**TASK REQUIREMENTS**. Some lines hold the string "setLineDash". Copy all of them from the material that follows.

**DATA FOR ANALYSIS**.

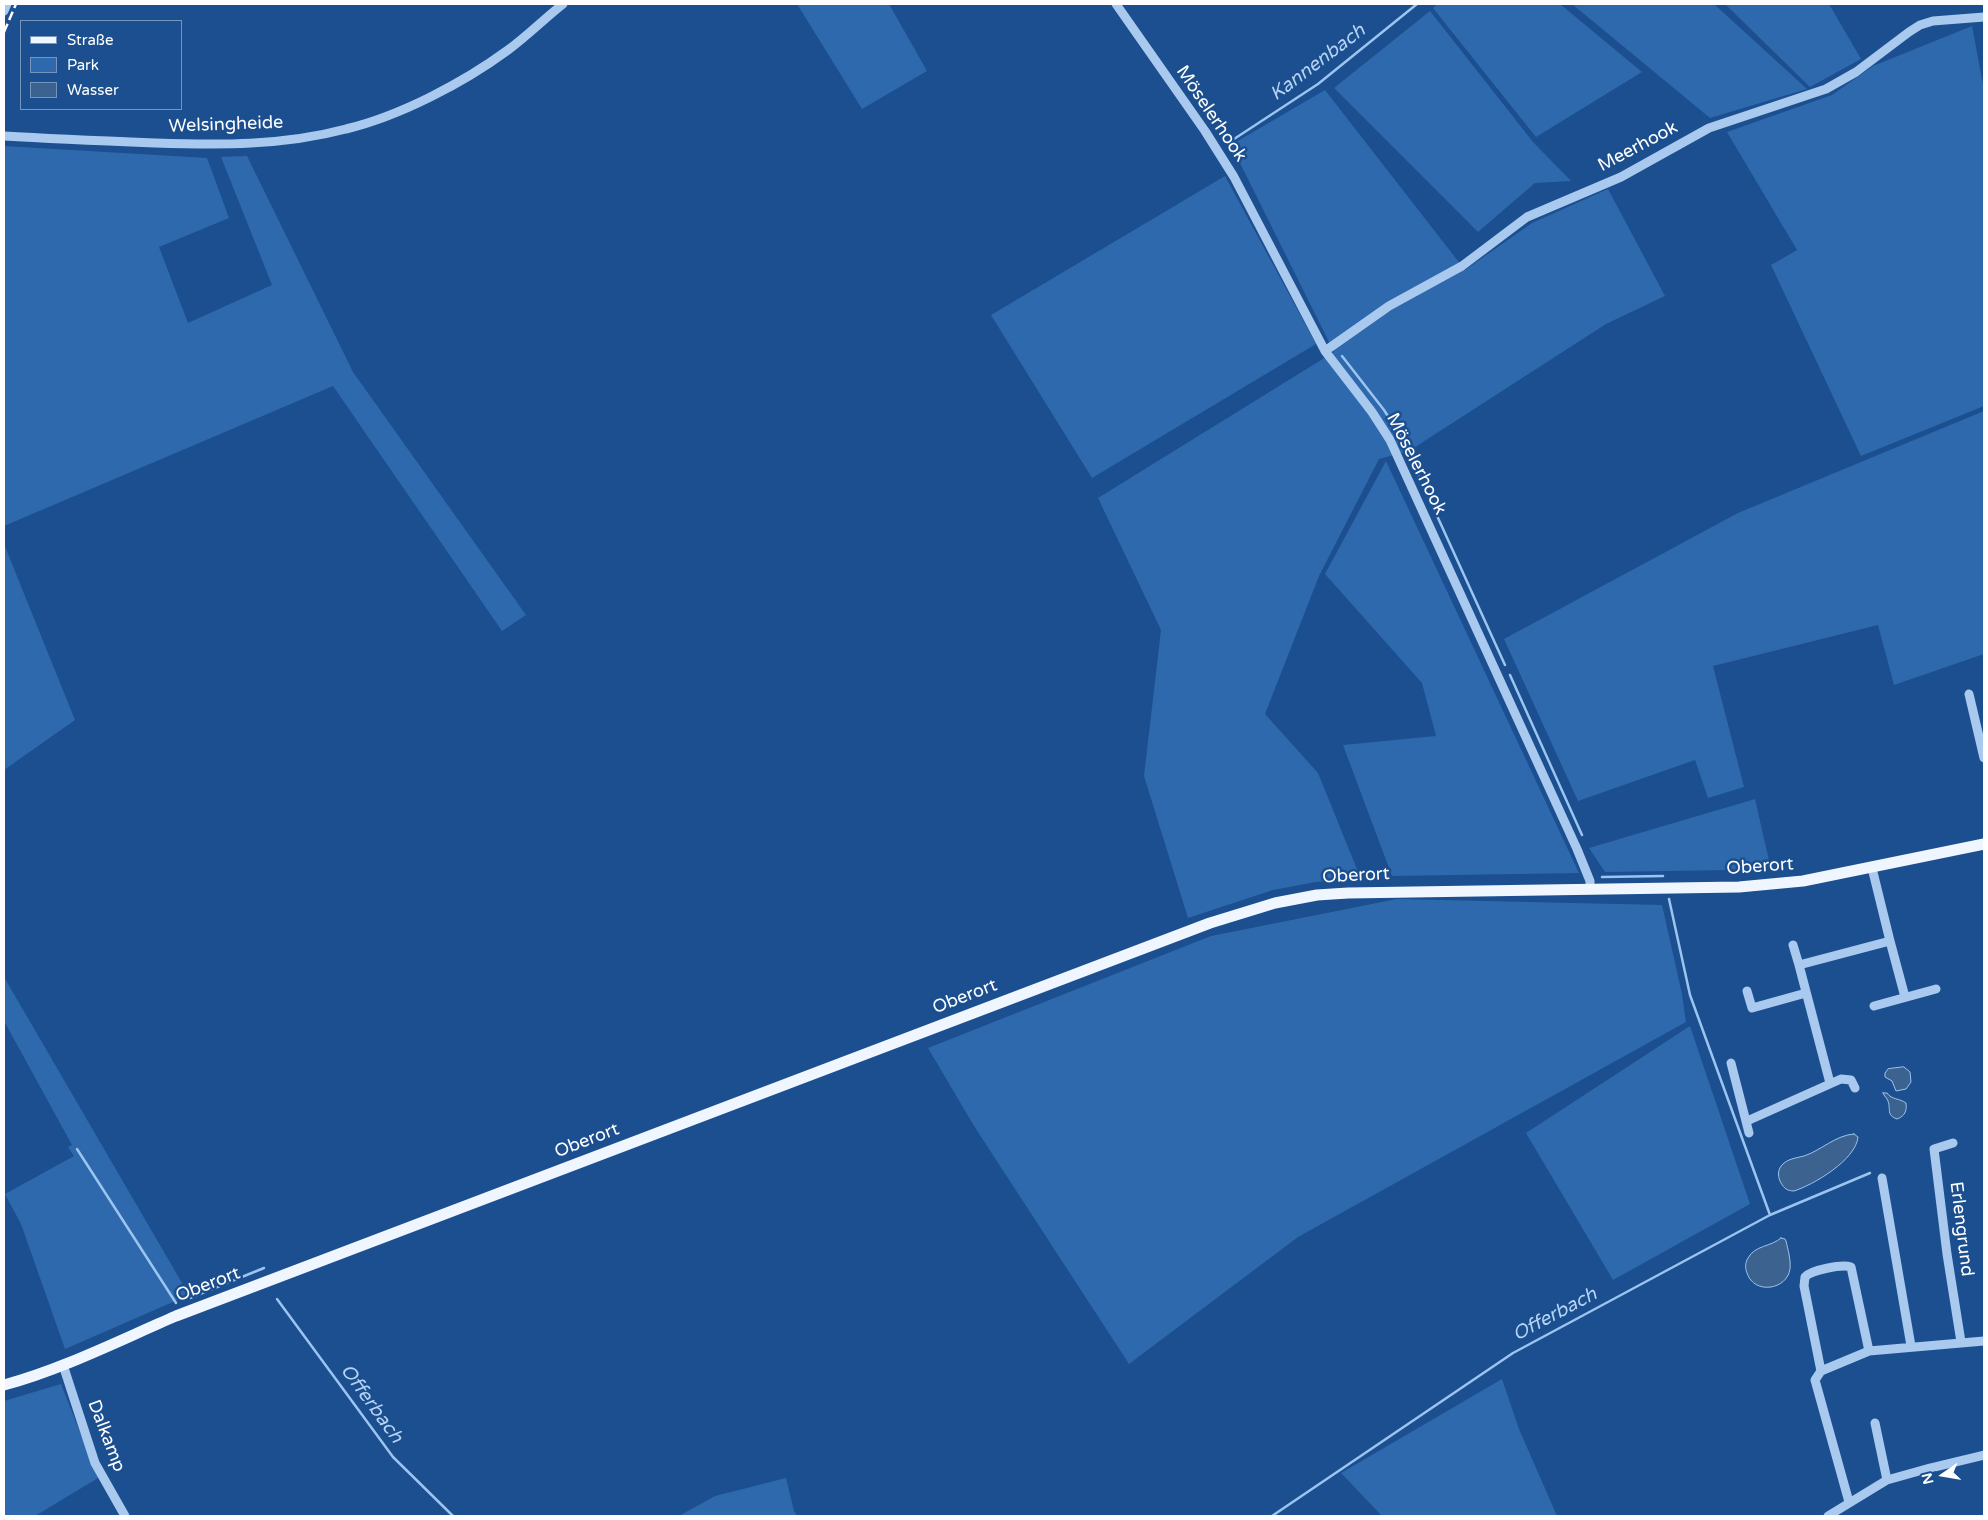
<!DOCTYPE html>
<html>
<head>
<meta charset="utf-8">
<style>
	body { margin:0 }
	#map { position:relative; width:1988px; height:1520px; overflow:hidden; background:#1b4f8f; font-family:"Varela Round",sans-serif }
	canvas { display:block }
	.frame { position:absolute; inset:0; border:5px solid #fff; pointer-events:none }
	.legend { position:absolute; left:20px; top:20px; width:162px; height:90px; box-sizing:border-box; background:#1b4f8f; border:1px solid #7695bc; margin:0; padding:6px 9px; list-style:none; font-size:15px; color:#fff }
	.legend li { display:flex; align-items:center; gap:10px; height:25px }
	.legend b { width:25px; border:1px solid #7695bc }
	.north { position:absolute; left:1918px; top:1450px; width:50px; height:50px; -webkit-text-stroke:4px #1b4f8f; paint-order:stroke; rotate:257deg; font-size:14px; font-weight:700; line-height:20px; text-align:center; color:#fff }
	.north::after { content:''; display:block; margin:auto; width:18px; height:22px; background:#fff; clip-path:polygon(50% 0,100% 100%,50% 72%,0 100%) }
</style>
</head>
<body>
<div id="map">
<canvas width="1988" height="1520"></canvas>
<div class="frame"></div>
<ul class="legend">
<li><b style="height:6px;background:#f0f6ff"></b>Straße</li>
<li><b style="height:14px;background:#2e69ad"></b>Park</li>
<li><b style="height:14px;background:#3c6290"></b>Wasser</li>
</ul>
<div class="north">N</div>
</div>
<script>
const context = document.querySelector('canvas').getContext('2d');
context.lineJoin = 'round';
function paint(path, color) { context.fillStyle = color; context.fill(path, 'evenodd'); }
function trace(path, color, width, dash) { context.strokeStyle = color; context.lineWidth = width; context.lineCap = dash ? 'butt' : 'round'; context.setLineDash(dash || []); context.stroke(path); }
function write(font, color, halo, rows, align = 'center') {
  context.font = font + ' "Varela Round",sans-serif'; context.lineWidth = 5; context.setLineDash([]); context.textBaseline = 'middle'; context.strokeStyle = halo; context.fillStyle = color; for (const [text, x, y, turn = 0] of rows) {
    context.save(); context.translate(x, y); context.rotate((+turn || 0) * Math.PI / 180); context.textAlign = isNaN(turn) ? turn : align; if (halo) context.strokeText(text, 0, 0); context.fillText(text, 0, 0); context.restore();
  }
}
paint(new Path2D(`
	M 797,4 L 889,4 L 927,71 L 862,109 Z
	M 1437,4 L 1560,4 L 1642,72 L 1536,137 L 1433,8 Z
	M 1572,4 L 1714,4 L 1807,89 L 1710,118 Z
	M 1725,4 L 1829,4 L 1861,59 L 1810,87 Z
	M 1430,11 L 1533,142 L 1571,181 L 1535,183 L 1478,232 L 1334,88 Z
	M 1972,26 L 1984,90 L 1984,406 L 1861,456 L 1771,265 L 1797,250 L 1727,132 L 1832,95 L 1873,66 Z
	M 1325,90 L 1465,270 L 1532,223 L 1608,189 L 1665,296 L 1606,324 L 1409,451 L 1379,459 L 1319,576 L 1265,714 L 1318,773 L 1361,879 L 1316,882 L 1273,890 L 1188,918 L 1144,776 L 1161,630 L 1098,498 L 1334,352 L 1231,145 Z
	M 4,146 L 207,158 L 229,218 L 159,247 L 188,323 L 272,285 L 221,157 L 247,156 L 353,372 L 526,615 L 502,631 L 333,386 L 4,526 Z
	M 1225,176 L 1316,344 L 1092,478 L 991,315 Z
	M 1984,411 L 1984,654 L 1894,685 L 1878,625 L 1713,666 L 1744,787 L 1708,798 L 1695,760 L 1578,801 L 1504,639 L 1738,513 Z
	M 1386,461 L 1579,873 L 1392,876 L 1343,745 L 1436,736 L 1422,683 L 1325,574 Z
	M 4,544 L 75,720 L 4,770 Z
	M 1755,799 L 1770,865 L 1731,870 L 1605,872 L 1589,848 Z
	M 1397,899 L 1662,905 L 1682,994 L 1686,1022 L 1298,1237 L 1129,1364 L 974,1126 L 928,1048 L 1211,936 Z
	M 4,977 L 189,1295 L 65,1349 L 21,1224 L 5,1194 L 74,1156 L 68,1147 L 72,1145 L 4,1021 Z
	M 1690,1026 L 1750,1204 L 1613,1280 L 1526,1133 Z
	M 1502,1379 L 1519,1429 L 1557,1516 L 1382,1516 L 1341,1473 Z
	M 61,1384 L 98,1478 L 35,1516 L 4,1516 L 4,1401 Z
	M 786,1478 L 794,1511 L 797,1516 L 679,1516 L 715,1496 Z`), '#2e69ad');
const water = new Path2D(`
	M 1904,1067 L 1910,1072 L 1911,1082 L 1906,1089 L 1896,1091 L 1892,1081 L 1885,1077 L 1885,1073 L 1888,1069 Z
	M 1883,1093 L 1887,1093 C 1892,1100 1899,1098 1906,1103 C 1907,1111 1905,1116 1897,1119 C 1886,1115 1891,1110 1888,1101 C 1887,1098 1884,1096 1883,1093 Z
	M 1854,1134 L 1858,1137 C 1856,1160 1813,1185 1794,1191 C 1787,1191 1784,1188 1781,1183 C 1778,1178 1777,1170 1782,1165 C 1787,1159 1796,1158 1804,1156 C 1820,1151 1836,1135 1854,1134 Z
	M 1781,1238 L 1785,1239 L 1786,1241 C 1788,1250 1791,1260 1790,1269 C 1787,1290 1754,1295 1747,1273 C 1745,1268 1745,1263 1748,1258 C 1755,1245 1771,1247 1781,1238 Z`);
paint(water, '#3c6290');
trace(water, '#9cc4f0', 1);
trace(new Path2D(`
	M 1231,141 L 1318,84 L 1417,4
	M 1342,356 L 1384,410 L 1400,435 L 1413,463
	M 1418,474 L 1505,665
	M 1510,675 L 1582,835
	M 1602,877 L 1663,876
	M 1669,899 L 1690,995 L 1770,1215
	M 77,1149 L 176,1303
	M 190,1298 L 264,1268
	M 277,1299 L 393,1457 L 453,1516
	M 1272,1516 L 1513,1353 L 1770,1215 L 1870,1173`), '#9cc4f0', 2.5);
trace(new Path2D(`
	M 1116,4 L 1205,131 L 1234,177 L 1325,351 L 1372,412 L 1390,440 L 1577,849 L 1590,881 L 1590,889
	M 4,11 L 7,4
	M 4,136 C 54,139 104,141 155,143 C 219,145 282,146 346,129 C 400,116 463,83 508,50 C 527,36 544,19 563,4
	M 1325,351 L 1389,306 L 1462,266 L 1527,217 L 1621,177 L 1709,128 L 1826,89 L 1856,72 L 1909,32 L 1920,25 L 1933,21 L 1984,17
	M 1969,694 L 1984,758
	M 1890,941 L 1905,997
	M 1793,945 L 1799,965
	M 1747,991 L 1752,1008 L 1806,993
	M 1874,1006 L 1936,989
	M 1731,1063 L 1749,1133
	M 1830,1083 L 1799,965 L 1890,941 L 1872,868
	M 1747,1121 L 1841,1079 L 1851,1080 L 1855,1088
	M 1953,1143 L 1934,1149 L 1947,1254 L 1961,1342
	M 1882,1178 L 1911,1346
	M 63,1365 L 95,1463 L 125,1516
	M 1821,1371 L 1804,1286 L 1805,1277 C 1811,1270 1842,1264 1851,1267 L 1869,1351
	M 1875,1423 L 1887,1480
	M 1849,1502 L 1815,1380 L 1821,1371 L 1869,1351 L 1984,1341
	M 1828,1516 L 1887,1480 L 1930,1468 L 1984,1455`), '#a9c9ee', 9);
trace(new Path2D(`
	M 4,1385 C 63,1369 120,1340 176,1316 L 1210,923 L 1275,903 L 1317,895 L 1348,893 L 1739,887 L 1803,881 L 1984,844`), '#f0f6ff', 11);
trace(new Path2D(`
	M 4,32 L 16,4`), '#fff', 2.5, [9, 4]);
write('18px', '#fff', '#1b4f8f', [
	["Möselerhook",1211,114,56],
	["Welsingheide",226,125,-2],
	["Meerhook",1638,147,-28],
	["Möselerhook",1416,464,63],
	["Oberort",1760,867,-4],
	["Oberort",1356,876,-3],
	["Oberort",965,997,-21],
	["Oberort",587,1141,-21],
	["Erlengrund",1961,1229,83],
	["Oberort",208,1285,-21],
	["Dalkamp",106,1436,69]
]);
write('italic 19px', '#b5d3f5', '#1b4f8f', [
	["Kannenbach",1318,63,-37],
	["Offerbach",1555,1315,-28],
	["Offerbach",371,1404,54]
]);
</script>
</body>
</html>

**SOLUTION FOR THIS PROBLEM**.
function trace(path, color, width, dash) { context.strokeStyle = color; context.lineWidth = width; context.lineCap = dash ? 'butt' : 'round'; context.setLineDash(dash || []); context.stroke(path); }
  context.font = font + ' "Varela Round",sans-serif'; context.lineWidth = 5; context.setLineDash([]); context.textBaseline = 'middle'; context.strokeStyle = halo; context.fillStyle = color; for (const [text, x, y, turn = 0] of rows) {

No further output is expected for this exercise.